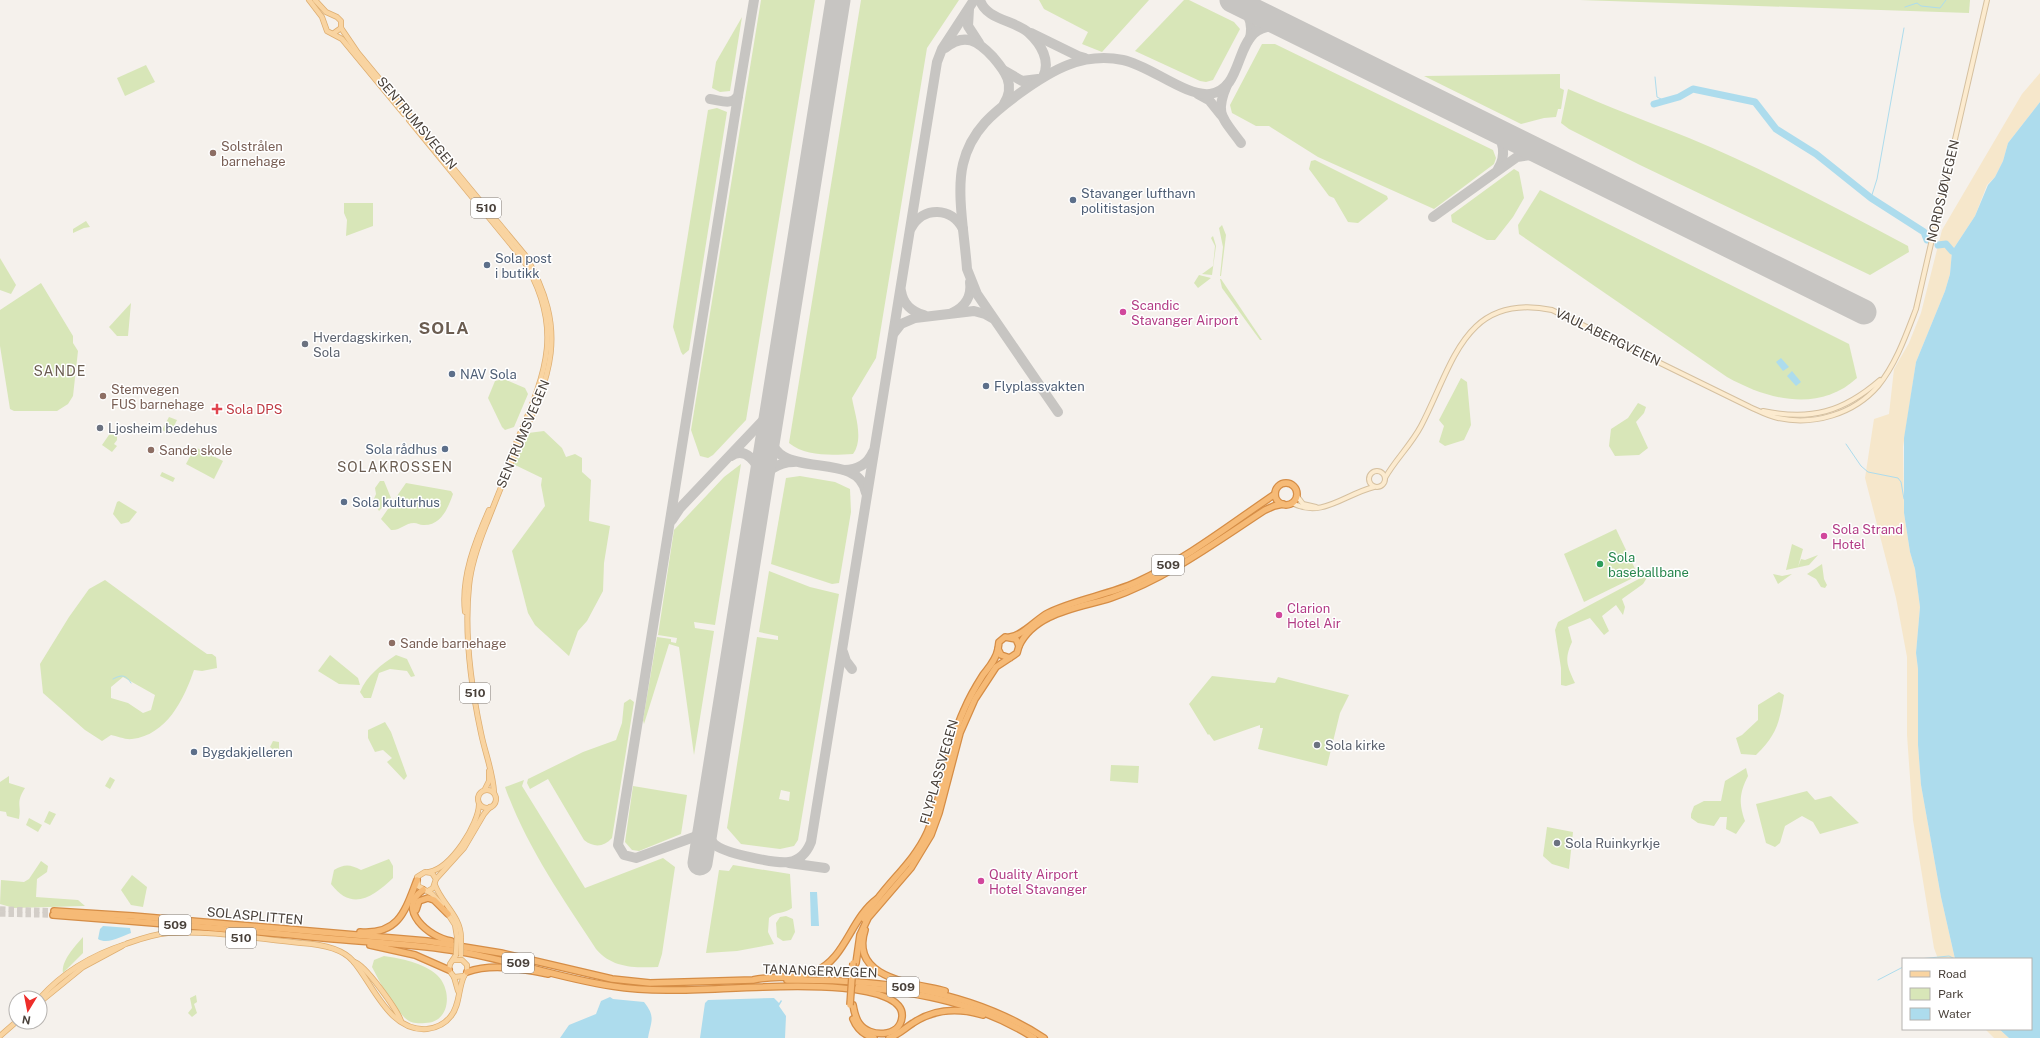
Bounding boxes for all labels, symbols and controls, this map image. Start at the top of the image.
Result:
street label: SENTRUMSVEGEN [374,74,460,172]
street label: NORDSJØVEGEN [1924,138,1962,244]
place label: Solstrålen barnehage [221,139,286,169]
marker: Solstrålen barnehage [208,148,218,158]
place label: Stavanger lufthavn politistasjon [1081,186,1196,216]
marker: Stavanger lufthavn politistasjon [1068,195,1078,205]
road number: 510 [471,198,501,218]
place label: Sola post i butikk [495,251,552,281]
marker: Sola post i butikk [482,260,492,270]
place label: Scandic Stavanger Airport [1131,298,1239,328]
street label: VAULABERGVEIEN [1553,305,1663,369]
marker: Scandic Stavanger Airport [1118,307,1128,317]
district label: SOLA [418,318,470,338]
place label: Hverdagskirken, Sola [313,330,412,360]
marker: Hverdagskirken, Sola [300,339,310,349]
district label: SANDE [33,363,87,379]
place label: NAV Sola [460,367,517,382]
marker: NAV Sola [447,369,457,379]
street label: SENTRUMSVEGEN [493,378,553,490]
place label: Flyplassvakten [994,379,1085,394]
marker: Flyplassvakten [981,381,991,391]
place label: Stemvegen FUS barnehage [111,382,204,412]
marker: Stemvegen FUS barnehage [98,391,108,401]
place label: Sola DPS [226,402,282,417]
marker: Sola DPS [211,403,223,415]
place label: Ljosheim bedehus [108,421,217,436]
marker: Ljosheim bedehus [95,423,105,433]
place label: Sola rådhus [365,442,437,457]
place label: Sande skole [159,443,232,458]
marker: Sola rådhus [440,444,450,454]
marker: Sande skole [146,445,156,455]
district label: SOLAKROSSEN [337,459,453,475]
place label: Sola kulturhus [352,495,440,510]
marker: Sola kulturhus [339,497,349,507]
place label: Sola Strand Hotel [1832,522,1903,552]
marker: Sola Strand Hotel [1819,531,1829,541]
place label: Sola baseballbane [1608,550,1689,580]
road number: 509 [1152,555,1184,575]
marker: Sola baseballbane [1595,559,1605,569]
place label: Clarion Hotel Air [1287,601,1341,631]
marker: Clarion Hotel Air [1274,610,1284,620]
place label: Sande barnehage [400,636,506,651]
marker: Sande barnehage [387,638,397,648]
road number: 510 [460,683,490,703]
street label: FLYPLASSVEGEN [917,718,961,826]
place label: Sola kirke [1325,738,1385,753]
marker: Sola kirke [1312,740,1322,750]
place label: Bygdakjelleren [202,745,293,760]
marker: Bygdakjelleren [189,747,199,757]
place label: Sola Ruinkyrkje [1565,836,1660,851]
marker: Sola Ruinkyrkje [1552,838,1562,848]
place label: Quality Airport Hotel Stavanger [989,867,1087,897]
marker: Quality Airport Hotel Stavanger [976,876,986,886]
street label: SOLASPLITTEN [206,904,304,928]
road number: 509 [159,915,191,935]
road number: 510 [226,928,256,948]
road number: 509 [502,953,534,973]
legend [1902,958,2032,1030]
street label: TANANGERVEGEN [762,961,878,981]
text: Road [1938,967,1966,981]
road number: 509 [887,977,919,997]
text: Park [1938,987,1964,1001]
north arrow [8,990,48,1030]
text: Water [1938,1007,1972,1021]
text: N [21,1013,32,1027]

:::

◆ How to complete this task: Whenever a line in the data holds "Stavanger", copy that line.

◆ Response for this exercise:
place label: Stavanger lufthavn politistasjon [1081,186,1196,216]
marker: Stavanger lufthavn politistasjon [1068,195,1078,205]
place label: Scandic Stavanger Airport [1131,298,1239,328]
marker: Scandic Stavanger Airport [1118,307,1128,317]
place label: Quality Airport Hotel Stavanger [989,867,1087,897]
marker: Quality Airport Hotel Stavanger [976,876,986,886]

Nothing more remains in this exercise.